Every night, the autopsy room in the Institute where she works takes in bodies without names or identities, so-called “pure unknowns”. They’re homeless people, sex workers, young runaways and countless migrants who have arrived in Italy via the Mediterranean Sea. Many of these souls, who have survived an infernal tragedy-themed odyssey, find themselves on the margins of Italian society, a society which doesn’t look upon them kindly, especially of late. Those who have failed to reach dry land, on the other hand, lie at the bottom of the sea. No-one really seems interested in looking after these unidentified bodies, as if they’re some vaguely shameful reality which it’s better not to think about. No-one apart from Doctor Cattaneo and her team, who never tire of fighting to find the funds necessary to give names to all those bodies who no longer have one.

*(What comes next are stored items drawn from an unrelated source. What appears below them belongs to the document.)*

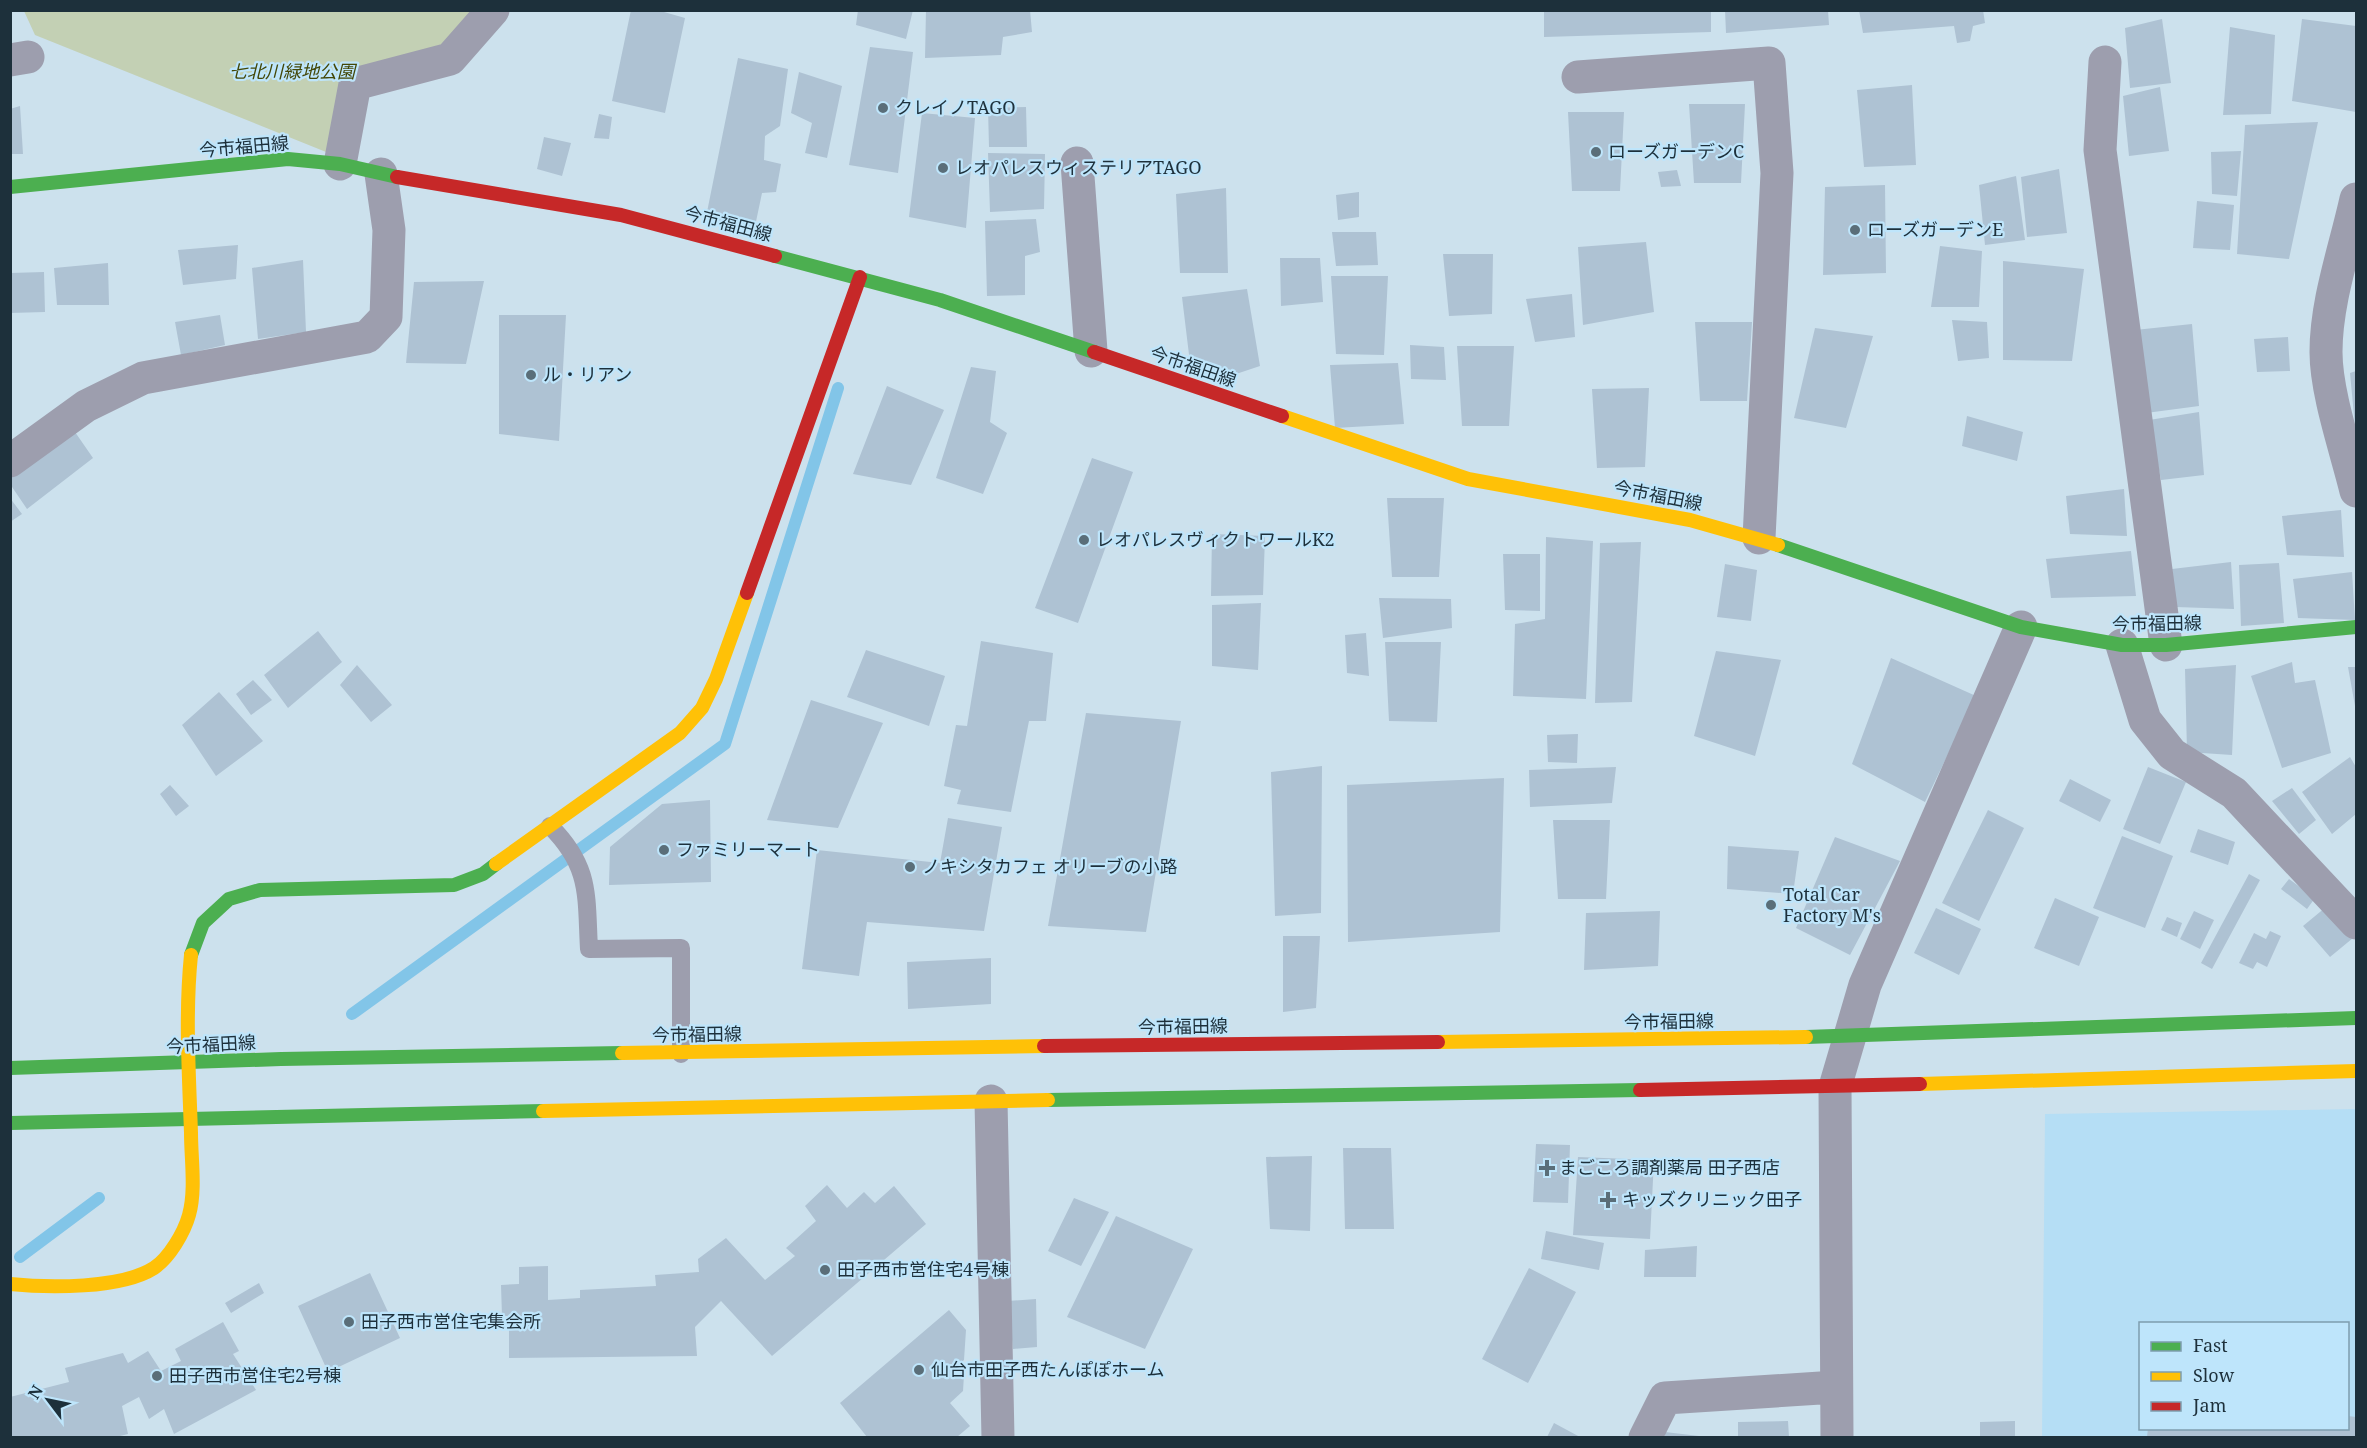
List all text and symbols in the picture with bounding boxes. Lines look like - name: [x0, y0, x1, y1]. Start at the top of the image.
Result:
- park label: 七北川緑地公園: [229, 59, 358, 83]
- place label: クレイノTAGO: [895, 95, 1016, 119]
- marker: クレイノTAGO: [876, 101, 890, 115]
- street label: 今市福田線: [198, 130, 290, 162]
- place label: ローズガーデンC: [1608, 139, 1744, 163]
- marker: ローズガーデンC: [1589, 145, 1603, 159]
- place label: レオパレスウィステリアTAGO: [955, 155, 1202, 179]
- marker: レオパレスウィステリアTAGO: [936, 161, 950, 175]
- street label: 今市福田線: [682, 200, 775, 246]
- place label: ローズガーデンE: [1867, 217, 2003, 241]
- marker: ローズガーデンE: [1848, 223, 1862, 237]
- street label: 今市福田線: [1147, 340, 1240, 392]
- place label: ル・リアン: [543, 362, 632, 386]
- marker: ル・リアン: [524, 368, 538, 382]
- street label: 今市福田線: [1612, 475, 1705, 515]
- place label: レオパレスヴィクトワールK2: [1096, 527, 1335, 551]
- marker: レオパレスヴィクトワールK2: [1077, 533, 1091, 547]
- street label: 今市福田線: [2112, 610, 2202, 636]
- place label: ファミリーマート: [676, 837, 820, 861]
- marker: ファミリーマート: [657, 843, 671, 857]
- place label: ノキシタカフェ オリーブの小路: [922, 854, 1178, 878]
- marker: ノキシタカフェ オリーブの小路: [903, 860, 917, 874]
- place label: Total Car Factory M's: [1783, 882, 1881, 927]
- marker: Total Car Factory M's: [1764, 898, 1778, 912]
- street label: 今市福田線: [1624, 1008, 1714, 1034]
- street label: 今市福田線: [1138, 1013, 1228, 1039]
- street label: 今市福田線: [652, 1021, 742, 1047]
- street label: 今市福田線: [165, 1030, 257, 1058]
- place label: まごころ調剤薬局 田子西店: [1559, 1155, 1780, 1179]
- marker: まごころ調剤薬局 田子西店: [1540, 1161, 1554, 1175]
- place label: キッズクリニック田子: [1622, 1187, 1802, 1211]
- marker: キッズクリニック田子: [1599, 1191, 1617, 1209]
- place label: 田子西市営住宅4号棟: [837, 1257, 1009, 1281]
- marker: 田子西市営住宅4号棟: [818, 1263, 832, 1277]
- place label: 田子西市営住宅集会所: [361, 1309, 541, 1333]
- marker: 田子西市営住宅集会所: [342, 1315, 356, 1329]
- legend: [2139, 1322, 2349, 1430]
- text: Fast: [2193, 1333, 2228, 1357]
- place label: 仙台市田子西たんぽぽホーム: [931, 1357, 1164, 1381]
- place label: 田子西市営住宅2号棟: [169, 1363, 341, 1387]
- marker: 仙台市田子西たんぽぽホーム: [912, 1363, 926, 1377]
- text: Slow: [2193, 1363, 2235, 1387]
- marker: 田子西市営住宅2号棟: [150, 1369, 164, 1383]
- north arrow: [18, 1370, 78, 1430]
- text: N: [23, 1381, 48, 1403]
- text: Jam: [2192, 1393, 2227, 1417]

Pure Unknown makes us think about the implications of not being able to provide our loved ones with a proper burial, of not being able to ritualise our pain. The parallel the film draws with the Covid pandemic is interesting in this respect. Confronted with the very real impossibility of accompanying loved ones as they slip away, loved ones who are often being buried alone and in haste, Italian audiences are forced to put themselves in the shoes of those who wake up every day without knowing where their children, mothers and fathers are. This anonymity impacts the dignity of the deceased, but it also impacts on the pain of those who knew that person. It’s staggering to think that when hoping to obtain information on these missing persons, the doctor and her collaborators worked in close collaboration with the long-term TV programme Chi l’ha visto? rather than turning to the police. Logic seems to be a rare thing in Italy.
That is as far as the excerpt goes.